◆ **Instructions to follow**
Scan the listing beneath this sentence. Report each line with the word "compass".
── Provided material ──
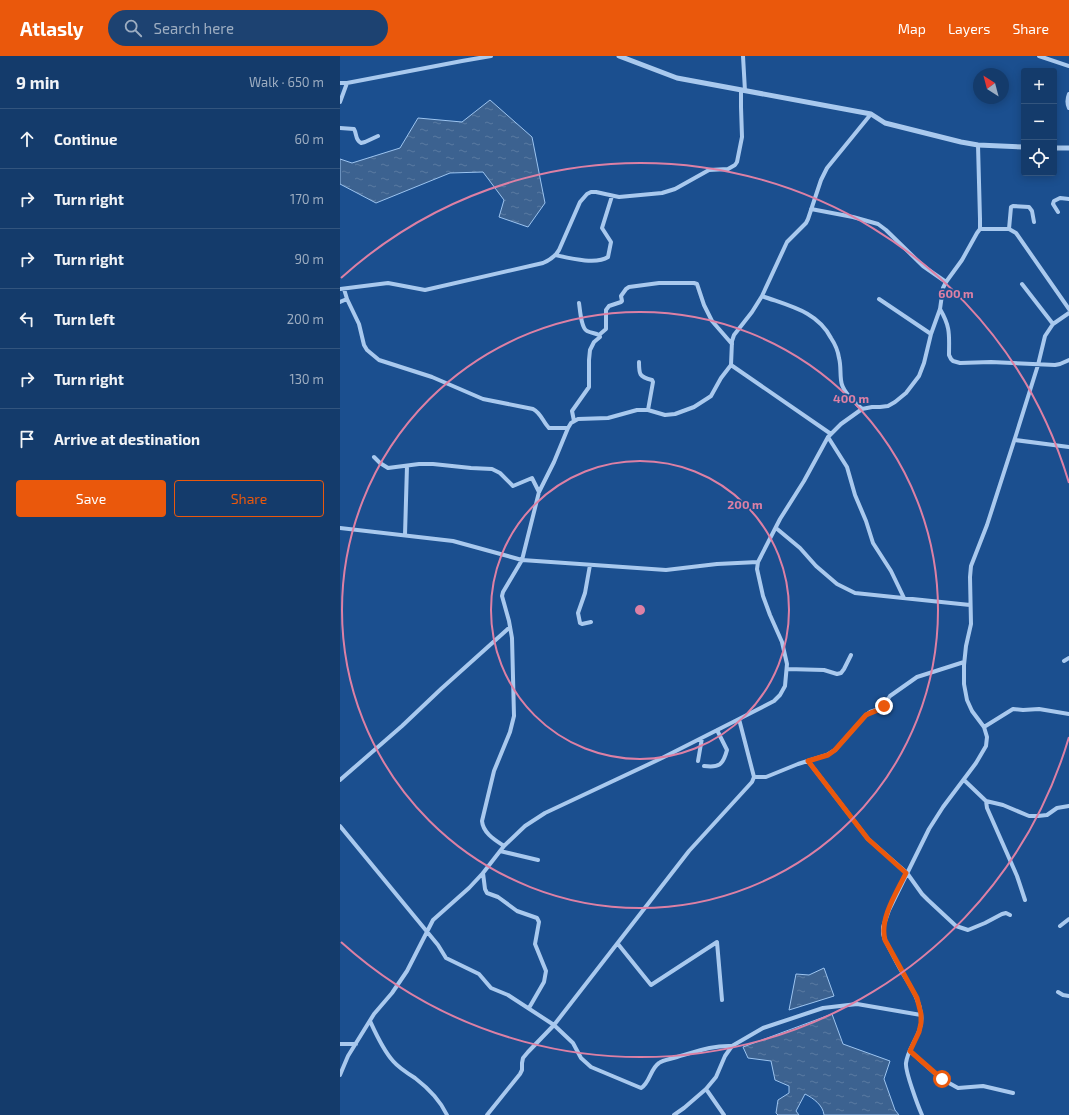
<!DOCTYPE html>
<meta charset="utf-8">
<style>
body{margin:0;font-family:"Exo 2",sans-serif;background:#1d4271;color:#f1f3f6}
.controls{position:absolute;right:12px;top:12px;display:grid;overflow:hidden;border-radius:4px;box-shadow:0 2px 10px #0003}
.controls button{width:36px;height:36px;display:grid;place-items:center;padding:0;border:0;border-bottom:1px solid #33557e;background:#143b6b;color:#f1f3f6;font:20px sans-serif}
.compass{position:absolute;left:633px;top:12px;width:36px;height:36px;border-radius:50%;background:#143b6b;box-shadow:0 2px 10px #0003;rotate:324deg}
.stop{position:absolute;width:12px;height:12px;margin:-9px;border:3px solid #ea580c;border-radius:50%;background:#fff}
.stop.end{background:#ea580c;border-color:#fff;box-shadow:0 1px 4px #0008}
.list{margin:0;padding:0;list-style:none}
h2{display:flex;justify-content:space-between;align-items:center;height:52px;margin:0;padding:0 16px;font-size:17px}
h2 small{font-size:13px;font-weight:400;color:#9dadc1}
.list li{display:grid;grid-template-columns:26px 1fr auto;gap:12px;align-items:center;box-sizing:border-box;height:60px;padding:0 16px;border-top:1px solid #33557e}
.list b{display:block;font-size:15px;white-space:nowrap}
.list em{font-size:13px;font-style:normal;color:#9dadc1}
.actions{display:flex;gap:8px;padding:12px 16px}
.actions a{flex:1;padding:9px 0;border:1px solid #ea580c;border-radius:4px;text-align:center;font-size:14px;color:#ea580c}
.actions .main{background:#ea580c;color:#fff}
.icon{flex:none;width:22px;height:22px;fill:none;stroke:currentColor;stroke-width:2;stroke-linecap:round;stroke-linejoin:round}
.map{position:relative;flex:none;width:729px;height:1059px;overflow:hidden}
header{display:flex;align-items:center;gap:24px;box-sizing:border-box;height:56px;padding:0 20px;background:#ea580c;color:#fff}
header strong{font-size:19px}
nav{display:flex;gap:22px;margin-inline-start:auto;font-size:14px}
.search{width:280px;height:36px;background:#1d4271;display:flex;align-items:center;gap:10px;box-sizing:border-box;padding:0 14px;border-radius:22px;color:#9dadc1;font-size:15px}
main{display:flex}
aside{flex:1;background:#143b6b}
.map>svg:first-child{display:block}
</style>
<header>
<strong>Atlasly</strong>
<div class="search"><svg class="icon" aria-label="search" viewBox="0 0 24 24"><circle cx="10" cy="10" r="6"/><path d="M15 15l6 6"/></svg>Search here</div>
<nav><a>Map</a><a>Layers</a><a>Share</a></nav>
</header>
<main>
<aside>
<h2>9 min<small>Walk · 650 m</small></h2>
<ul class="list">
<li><svg class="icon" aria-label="ahead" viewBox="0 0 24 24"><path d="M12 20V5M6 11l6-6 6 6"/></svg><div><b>Continue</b></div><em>60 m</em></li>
<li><svg class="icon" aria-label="right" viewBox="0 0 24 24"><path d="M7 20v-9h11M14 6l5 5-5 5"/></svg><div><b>Turn right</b></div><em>170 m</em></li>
<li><svg class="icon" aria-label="right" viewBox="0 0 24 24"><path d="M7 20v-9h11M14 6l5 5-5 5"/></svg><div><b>Turn right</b></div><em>90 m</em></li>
<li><svg class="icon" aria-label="left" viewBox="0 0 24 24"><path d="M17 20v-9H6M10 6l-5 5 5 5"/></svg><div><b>Turn left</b></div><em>200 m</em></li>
<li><svg class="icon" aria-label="right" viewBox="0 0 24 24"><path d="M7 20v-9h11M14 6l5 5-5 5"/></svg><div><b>Turn right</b></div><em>130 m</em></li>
<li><svg class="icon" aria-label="arrive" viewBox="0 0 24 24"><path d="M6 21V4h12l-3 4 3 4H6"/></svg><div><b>Arrive at destination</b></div></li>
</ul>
<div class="actions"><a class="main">Save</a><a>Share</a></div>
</aside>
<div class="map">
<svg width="729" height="1059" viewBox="0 0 729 1059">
<defs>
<pattern id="water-ripples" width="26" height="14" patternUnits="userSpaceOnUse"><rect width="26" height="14" fill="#3c6290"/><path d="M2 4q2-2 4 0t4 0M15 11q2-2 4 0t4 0" fill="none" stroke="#597aa1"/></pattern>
</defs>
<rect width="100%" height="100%" fill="#1b4f8f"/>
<!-- water -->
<path fill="url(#water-ripples)" stroke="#9cc4f0" d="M 150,44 L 192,81 L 205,147 L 188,171 L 159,161 L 164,144 L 143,116 L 110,117 L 36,147 L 0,128 L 0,103 L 12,107 L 60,92 L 78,62 L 122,66 Z
M 484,912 L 494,940 L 449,954 L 456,918 L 469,919 Z
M 492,958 L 503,988 L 550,1005 L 544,1023 L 555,1054 L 559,1059 L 484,1059 C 483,1049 473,1042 465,1038 L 456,1055 L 459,1059 L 438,1059 L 436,1057 L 438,1044 L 449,1037 L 449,1030 L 435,1024 L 431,1005 L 408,1002 L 403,991 Z"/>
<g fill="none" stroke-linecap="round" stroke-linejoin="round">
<!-- minor -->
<path stroke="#a9c9ee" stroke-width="4" d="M 403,0 L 405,35
M 699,0 L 729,10
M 0,27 L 7,27 L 122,5 L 151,0
M 729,38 C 727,43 727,48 729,52
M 0,46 L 7,27
M 0,72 L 14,73 C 17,78 15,84 21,87 L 25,86 L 38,80
M 471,153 L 513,161 L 538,168 L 546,174 L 583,210 L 606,226
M 718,156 L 713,148 L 714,145 L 720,142 L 729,143
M 640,173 L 669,173 L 676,177 L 729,253
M 669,173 L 671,151 L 673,150 L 689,151 L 692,155 L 694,166
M 215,199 C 229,202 256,209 268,201 L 271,186 L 262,172 L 272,140
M 682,228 L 713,268
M 0,233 L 48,227 L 85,234 L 203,207 C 210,204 215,201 219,194 L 240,146 L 247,138 L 251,136 L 256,136 L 279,141 L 322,137 L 335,133 L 369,114 L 388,113 L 395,109 L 397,106 L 402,81 L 401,51 L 401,34
M 4,233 L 7,243 L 19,268 L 24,289 L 27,294 L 39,304 L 92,321 L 143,343 L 193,353 C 201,357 203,366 209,372 L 228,372
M 422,240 C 449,250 477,255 491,282 C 495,288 498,295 499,302 C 501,309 500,316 501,324 C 502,336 514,345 522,353
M 539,243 L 591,278
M 0,246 L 7,243
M 600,253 C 611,272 609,279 609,299 L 611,303 L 613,305 L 620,307 L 651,306 L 715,309 L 720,308 L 729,304
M 259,279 L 266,273 L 266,254 L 269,250 L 281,246 L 282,245 L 281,240 L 286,233 L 289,231 L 319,227 L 354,227 L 357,228 L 364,249 L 372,265 L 392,288
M 299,306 C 299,318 299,321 312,324 L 313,326 L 308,354
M 391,309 L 491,378
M 234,365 L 232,355 L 249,331 L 249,304 L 250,294 L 254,286 L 260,281 L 259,279 C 255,277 251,277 247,275 C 241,272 240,253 239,247
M 488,381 L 507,411 L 515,439 L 526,465 L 533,487 L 551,515 L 564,542
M 675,384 L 729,391
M 34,401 L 40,407 L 48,412 L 79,408 L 93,408 L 131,412 L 152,413 L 160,417 L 173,430 L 192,422 L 199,436
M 0,472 L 113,485 L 182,504 L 326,514 L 377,508 L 418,506
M 436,472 L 460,492 L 476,510 L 497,528 L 515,537 L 630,549
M 65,479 L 67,410
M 250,509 L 245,537 L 238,557 L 240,567 L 242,568 L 251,566
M 724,605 L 729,602
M 447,613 L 484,614 L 497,618 L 501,617 L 504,613 L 511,599
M 644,671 L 673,653 L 683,654 L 699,653 L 729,658
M 358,705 L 362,682
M 468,705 L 528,783 L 567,817 L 582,838 L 588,844 L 616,870 L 628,874 L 645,867 L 662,858 L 666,857 L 670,859
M 364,710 C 379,712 383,709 387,694 L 377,674
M 414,721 L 426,721 L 458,708 L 487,699 L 495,694 L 526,659 L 530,656 L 542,652 L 550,640 L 577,621 L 624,606
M 0,724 L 62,670 L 101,633 L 170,571
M 624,724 L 646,745 L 663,749 L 689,760 L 698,760 L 707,759 L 717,752 L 729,750
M 646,745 L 647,752 L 677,820 L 685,844
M 0,770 L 98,889 L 106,902 L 139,918 L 151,932 L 168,939 L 214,969 L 233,987 L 241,1002 L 251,1011 L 301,1032 C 310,1027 310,1013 319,1007 C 323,1004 331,1003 337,1001 C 355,996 373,989 392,990
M 164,790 C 155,784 143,777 142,765 L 154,715 L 170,676 L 174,660 L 172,582 L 169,565 L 162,540 L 163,536 L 182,504 L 199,436 L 214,406 L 228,372 L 231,367 L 238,363 L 268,362 L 297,354 L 308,354 L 325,359 L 335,358 L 354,351 L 368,342 L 371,340 L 381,322 L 391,309 L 392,285 L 394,279 L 412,256 L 422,240 L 447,186 L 466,167 L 468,163 L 481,124 L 487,112 L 531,58
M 160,795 L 198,804
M 143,817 L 145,833 L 147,837 L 158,841 L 177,855 L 197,862 L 199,866 L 195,888 L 206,915 L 204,926 L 189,952
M 720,870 L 729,863
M 278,888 L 311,929 L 377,886 L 382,944
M 718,936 L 723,939 L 729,940
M 30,965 C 36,978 43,994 53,1005 C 59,1012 67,1017 75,1022 C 88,1032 100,1044 107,1059
M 0,988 L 16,988
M 570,995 L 600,1022 L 618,1032 L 643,1030 L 673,1037
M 0,1019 L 8,1000 L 34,958 L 52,937 L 67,915 L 93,864 L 129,832 L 143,817 L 164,790 L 185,770 L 205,757 L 322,702 L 399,663 L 434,645 L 440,639 L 445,630 L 447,608 L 442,586 L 430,559 L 423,540 L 417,513 L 418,506 L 440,463 L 464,425 L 488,381 L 501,368 L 522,353 L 532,351 L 540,351 L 548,350 L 555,346 L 566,337 L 579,320 L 584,307 L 591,278 L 600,253 L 603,232 L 606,226 L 622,204 L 637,177 L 640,173 L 640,163 L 638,89
M 366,1033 L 384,1059
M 147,1059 L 180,1018 L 182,1014 L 182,1007 L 183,1002 L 188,996 L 214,969 L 349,795 L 412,726 L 414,721 L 399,663
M 334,1059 L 344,1052 L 366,1033 L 376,1021 L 385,1000 L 392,990 L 423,972 L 483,952 L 517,948 L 581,959
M 582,1059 C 578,1050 565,1015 566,1007 C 568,990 584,977 581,958 C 579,942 570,930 562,916 C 556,906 551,895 545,884 L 543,878 L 543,871 L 549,854 L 589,773 L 603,751 L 636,707 L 646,690 L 647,681 L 644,671 L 632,655 L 627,644 L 624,628 L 624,609 L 626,590 L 631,568 L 630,521 L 631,510 L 647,469 L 676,379 L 698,309 L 705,280 L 713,268 L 729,257"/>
<!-- tertiary -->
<path stroke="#a9c9ee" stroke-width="5" d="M 279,0 L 337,22 L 531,58 L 545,67 L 621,86 L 638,89 L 684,91
M 714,92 L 729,92"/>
</g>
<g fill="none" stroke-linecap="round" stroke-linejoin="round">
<!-- route -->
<path stroke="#ea580c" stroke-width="5" d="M 544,650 C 541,654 531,656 526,659 L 495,694 L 488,699 L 468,705 L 528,783 L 566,817 C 557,836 539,863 545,884 L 577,942 L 581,958 L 581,967 L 579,976 L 570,995 L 602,1023"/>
</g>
<!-- distance rings -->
<g fill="none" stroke="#dd80a5" stroke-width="2">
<circle cx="300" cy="554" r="149"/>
<circle cx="300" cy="554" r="298"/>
<path d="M729 681A447 447 0 0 1 1 886M1 222A447 447 0 0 1 729 427"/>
</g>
<circle cx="300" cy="554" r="6" fill="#dd80a5" stroke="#1b4f8f" stroke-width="2"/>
<g font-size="12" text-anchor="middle" font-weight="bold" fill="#dd80a5" stroke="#1b4f8f" stroke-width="3.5" stroke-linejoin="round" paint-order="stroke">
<text x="616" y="242">600 m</text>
<text x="511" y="347">400 m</text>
<text x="405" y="453">200 m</text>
</g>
</svg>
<div class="controls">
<button>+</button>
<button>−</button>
<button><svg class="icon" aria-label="locate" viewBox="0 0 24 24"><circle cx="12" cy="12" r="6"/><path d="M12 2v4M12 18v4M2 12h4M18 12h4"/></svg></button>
</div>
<svg class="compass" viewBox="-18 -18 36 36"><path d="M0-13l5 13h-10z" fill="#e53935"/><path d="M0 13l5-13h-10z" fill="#9dadc1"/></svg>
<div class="stop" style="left:602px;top:1023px"></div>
<div class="stop end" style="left:544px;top:650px"></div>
</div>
</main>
───
◆ **Your response**
.compass{position:absolute;left:633px;top:12px;width:36px;height:36px;border-radius:50%;background:#143b6b;box-shadow:0 2px 10px #0003;rotate:324deg}
<svg class="compass" viewBox="-18 -18 36 36"><path d="M0-13l5 13h-10z" fill="#e53935"/><path d="M0 13l5-13h-10z" fill="#9dadc1"/></svg>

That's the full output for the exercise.